In Agra you're continually followed by a huge crowd of so-called hawkers that try to sell you anything ranging from plastic cameras to film and T-shirts, postcards and other things that aren't at all interesting. Eventually I did buy a T-shirt, which turned out to have a very short life, but which was still quite useful. The price started at 250 Rs, and ended at 60 Rs, which was actually cheap for the location (usually they are sold for 100 Rs, even though Gargi-didi claims it would be 30 Rs in West-Bengal. But everything is cheaper there, and they don't HAVE Taj Mahal T-shirts). At Agra Fort I had a so-called "professional photographer" that took my picture everywhere. I eventually took all his developed and printed pictures, which were quite good.
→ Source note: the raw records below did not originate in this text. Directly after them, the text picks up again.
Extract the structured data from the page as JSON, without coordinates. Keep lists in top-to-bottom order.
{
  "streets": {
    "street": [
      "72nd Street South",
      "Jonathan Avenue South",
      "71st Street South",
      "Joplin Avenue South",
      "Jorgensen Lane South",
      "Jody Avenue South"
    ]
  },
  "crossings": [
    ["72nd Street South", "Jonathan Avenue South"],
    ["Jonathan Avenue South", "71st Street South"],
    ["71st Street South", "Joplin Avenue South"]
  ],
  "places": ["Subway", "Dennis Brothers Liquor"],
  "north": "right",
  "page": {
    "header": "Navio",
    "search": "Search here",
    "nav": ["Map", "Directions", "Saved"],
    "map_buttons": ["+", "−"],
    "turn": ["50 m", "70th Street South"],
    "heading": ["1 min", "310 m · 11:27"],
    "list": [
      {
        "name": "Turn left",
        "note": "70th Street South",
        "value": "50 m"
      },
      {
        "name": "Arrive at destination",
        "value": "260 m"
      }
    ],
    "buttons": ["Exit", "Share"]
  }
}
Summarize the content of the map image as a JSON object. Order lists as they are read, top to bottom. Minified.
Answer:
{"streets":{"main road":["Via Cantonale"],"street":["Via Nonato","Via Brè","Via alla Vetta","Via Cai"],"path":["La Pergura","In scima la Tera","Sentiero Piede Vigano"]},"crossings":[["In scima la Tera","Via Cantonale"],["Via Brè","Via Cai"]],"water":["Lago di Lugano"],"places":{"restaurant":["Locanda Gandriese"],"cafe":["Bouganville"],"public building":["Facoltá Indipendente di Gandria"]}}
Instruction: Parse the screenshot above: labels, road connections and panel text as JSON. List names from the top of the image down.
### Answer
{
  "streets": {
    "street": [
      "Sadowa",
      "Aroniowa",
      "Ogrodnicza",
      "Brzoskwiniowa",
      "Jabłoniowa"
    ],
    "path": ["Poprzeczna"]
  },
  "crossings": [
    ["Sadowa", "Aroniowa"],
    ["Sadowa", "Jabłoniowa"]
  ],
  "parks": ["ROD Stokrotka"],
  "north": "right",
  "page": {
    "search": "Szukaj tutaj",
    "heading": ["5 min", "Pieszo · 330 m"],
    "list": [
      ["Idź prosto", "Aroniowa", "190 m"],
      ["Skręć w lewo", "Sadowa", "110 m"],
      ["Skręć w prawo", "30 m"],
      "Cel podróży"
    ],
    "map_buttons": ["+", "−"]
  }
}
I finally got the chance to eat at the McDonalds in Delhi. The coca cola and the french fries are the same, the ice in the coca cola is supposedly filtered and the vegetable burger has the same ingredients as the one at home, however, they have the option of adding cheese (you would've expected this option in the Netherlands, but it isn't there). The cheese is good, but for some reason the burger itself is not as well fried as in the Netherlands. Might be a fluke. There are many mobile phones here. The Palika Bazaar was a lot of fun: after roaming around for a long time and finding many wonderful shops I bought one shirt.
The reparation of my camera took two hours and it confirmed the statement in one of my books that Sikhs are quite good mechanics. I was brought to the store by Babu, one of the employees of Raji's father. He first wanted to take me on a scooter, but he had only one helmet, so we went by auto rickshaw.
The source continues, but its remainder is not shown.